Im nun folgenden Interview (veröffentlicht im PUR-Magazin, 5. Jahrgang,
Nr. 2, 26.1.1991, Friedrich Wirth Str. 4, 88353 Kisslegg) antwortet
Prof. Blechschmidt auf grundlegende Fragen. Gerade in der Diskussion um
die Abtreibung sind seine naturwissenschaftlichen Erkenntnisse von
allergrößter Bedeutung.
Früheste Entwicklungsphase nach der Befruchtung
FRAGE: Die Kernfrage an den Humanembryologen: Entwickelt sich ein Mensch im Mutterleib zum Menschen oder ist er vollwertiger Mensch von Anfang an, ab dem Zeitpunkt der Befruchtung?

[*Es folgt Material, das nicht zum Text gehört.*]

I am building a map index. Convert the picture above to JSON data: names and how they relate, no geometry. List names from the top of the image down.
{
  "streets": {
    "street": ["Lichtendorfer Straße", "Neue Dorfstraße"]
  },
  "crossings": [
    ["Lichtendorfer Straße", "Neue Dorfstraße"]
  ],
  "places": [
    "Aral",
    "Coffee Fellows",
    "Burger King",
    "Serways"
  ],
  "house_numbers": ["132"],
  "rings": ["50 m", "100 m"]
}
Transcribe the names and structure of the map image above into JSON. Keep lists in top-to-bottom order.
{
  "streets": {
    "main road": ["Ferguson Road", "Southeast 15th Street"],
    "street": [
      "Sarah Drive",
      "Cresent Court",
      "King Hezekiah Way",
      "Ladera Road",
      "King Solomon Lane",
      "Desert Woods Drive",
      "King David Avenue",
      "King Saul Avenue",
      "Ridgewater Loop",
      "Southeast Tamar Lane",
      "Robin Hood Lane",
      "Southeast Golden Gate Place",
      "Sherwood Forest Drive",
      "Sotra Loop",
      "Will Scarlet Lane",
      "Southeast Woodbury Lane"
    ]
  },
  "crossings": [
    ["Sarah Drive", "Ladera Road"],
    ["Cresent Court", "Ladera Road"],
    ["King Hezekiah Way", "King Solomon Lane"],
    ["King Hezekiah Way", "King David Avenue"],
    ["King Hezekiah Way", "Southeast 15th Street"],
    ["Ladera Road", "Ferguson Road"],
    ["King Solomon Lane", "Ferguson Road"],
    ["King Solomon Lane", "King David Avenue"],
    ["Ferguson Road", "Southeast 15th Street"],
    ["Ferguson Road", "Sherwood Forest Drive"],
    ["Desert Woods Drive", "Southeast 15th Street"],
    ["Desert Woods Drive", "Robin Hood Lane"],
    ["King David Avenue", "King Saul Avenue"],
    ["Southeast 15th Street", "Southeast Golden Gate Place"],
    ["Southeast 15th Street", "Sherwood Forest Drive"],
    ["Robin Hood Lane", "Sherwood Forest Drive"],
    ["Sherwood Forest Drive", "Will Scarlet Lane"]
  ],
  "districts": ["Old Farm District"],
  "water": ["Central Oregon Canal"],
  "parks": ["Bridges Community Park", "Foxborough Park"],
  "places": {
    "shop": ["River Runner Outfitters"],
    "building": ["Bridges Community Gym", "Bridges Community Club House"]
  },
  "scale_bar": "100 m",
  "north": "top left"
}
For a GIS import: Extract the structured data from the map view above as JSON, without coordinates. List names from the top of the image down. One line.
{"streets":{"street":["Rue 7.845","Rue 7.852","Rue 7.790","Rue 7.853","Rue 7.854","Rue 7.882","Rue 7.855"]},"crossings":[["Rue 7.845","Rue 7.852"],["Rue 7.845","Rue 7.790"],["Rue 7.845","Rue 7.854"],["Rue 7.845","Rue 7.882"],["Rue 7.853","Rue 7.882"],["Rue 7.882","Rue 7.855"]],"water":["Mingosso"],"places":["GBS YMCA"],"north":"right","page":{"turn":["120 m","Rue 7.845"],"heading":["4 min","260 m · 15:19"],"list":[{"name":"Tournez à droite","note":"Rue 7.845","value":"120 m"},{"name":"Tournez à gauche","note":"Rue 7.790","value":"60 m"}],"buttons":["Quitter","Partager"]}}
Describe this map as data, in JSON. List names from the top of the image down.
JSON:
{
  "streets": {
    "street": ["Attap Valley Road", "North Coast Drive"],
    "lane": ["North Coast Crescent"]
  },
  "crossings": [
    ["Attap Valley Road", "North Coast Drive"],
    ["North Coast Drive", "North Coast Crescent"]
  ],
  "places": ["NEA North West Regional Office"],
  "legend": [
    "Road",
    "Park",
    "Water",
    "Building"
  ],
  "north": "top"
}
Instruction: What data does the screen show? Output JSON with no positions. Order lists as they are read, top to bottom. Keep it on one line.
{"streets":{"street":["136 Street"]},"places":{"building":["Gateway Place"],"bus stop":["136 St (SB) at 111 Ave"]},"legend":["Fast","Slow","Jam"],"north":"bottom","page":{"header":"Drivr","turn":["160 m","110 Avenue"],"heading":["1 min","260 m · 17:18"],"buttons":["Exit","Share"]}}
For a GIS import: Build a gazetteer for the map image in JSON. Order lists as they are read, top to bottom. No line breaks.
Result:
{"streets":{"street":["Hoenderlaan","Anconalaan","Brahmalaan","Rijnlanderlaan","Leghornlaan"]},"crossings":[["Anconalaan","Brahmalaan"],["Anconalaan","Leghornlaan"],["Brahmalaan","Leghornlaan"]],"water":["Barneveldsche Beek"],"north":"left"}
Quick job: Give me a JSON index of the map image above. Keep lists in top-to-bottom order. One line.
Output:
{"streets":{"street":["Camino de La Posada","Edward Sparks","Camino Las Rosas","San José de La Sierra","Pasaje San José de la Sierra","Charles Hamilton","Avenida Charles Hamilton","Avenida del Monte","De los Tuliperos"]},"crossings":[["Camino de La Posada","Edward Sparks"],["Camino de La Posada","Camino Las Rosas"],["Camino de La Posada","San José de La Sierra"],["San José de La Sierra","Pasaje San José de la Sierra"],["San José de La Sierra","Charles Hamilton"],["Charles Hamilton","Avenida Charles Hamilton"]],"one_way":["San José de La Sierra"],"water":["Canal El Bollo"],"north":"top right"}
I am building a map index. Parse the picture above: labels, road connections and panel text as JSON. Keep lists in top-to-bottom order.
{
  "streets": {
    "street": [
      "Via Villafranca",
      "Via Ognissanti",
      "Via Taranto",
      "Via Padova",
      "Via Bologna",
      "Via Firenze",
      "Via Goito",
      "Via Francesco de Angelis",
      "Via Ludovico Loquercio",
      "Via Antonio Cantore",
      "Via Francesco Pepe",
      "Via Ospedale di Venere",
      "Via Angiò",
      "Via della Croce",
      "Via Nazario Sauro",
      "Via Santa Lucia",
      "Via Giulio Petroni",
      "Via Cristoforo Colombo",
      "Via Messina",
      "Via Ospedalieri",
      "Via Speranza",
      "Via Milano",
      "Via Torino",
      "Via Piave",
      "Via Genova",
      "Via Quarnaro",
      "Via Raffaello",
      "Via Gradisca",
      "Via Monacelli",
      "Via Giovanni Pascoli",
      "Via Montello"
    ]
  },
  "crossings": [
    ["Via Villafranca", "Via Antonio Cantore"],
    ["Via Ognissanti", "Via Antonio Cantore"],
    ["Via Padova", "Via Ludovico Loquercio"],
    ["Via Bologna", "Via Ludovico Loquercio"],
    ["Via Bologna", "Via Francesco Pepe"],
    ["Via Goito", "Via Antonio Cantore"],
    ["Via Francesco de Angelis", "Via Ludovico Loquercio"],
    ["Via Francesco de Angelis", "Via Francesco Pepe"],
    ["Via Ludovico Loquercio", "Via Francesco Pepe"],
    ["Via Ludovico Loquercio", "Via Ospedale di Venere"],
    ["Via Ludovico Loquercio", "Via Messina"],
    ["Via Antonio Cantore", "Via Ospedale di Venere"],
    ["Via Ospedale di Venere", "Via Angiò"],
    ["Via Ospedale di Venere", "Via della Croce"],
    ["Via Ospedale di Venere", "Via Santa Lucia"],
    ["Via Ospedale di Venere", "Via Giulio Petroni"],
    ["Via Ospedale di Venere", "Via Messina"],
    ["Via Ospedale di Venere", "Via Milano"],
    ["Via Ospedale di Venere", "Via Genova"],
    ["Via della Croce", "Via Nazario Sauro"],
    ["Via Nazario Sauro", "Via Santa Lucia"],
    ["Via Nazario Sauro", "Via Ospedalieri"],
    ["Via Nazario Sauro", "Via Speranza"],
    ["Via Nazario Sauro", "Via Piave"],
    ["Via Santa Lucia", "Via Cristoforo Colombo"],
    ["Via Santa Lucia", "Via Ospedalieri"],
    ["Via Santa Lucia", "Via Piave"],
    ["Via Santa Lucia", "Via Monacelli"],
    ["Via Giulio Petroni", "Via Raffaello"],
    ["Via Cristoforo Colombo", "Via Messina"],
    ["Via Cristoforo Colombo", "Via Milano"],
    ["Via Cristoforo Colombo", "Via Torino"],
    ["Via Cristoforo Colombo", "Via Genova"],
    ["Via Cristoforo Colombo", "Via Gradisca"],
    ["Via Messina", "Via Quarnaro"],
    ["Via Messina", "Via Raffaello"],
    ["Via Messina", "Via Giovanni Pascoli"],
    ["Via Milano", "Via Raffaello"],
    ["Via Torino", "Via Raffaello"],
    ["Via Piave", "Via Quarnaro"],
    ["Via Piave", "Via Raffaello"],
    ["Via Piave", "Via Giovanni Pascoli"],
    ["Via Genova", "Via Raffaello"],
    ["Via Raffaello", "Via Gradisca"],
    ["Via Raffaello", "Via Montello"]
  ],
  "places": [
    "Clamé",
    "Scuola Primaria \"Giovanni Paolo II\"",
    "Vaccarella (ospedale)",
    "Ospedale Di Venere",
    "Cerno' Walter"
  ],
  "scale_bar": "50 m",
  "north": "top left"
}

Prof. Dr. Blechschmidt: Das kann man nur so beantworten: Er
entwickelt sich nicht zum Menschen, sondern von vornherein als Mensch
und zwar nicht als Typus Mensch, der allmählich erst individueller
würde, sondern als ein bestimmter Mensch, der später einmal mit Recht
einen bestimmten Namen bekommt, also von Anfang an den Charakter der
Unverwechselbarkeit besitzt.
Zweizellstadium, 1. Furchung |
FRAGE: Sie gelten als derjenige, der glaubwürdig und gültig das biogenetische Grundgesetz von Ernst Haeckel widerlegt hat, der 1866 behauptete, der Mensch mache in seiner Embryonalentwicklung verschiedene Tierstadien durch.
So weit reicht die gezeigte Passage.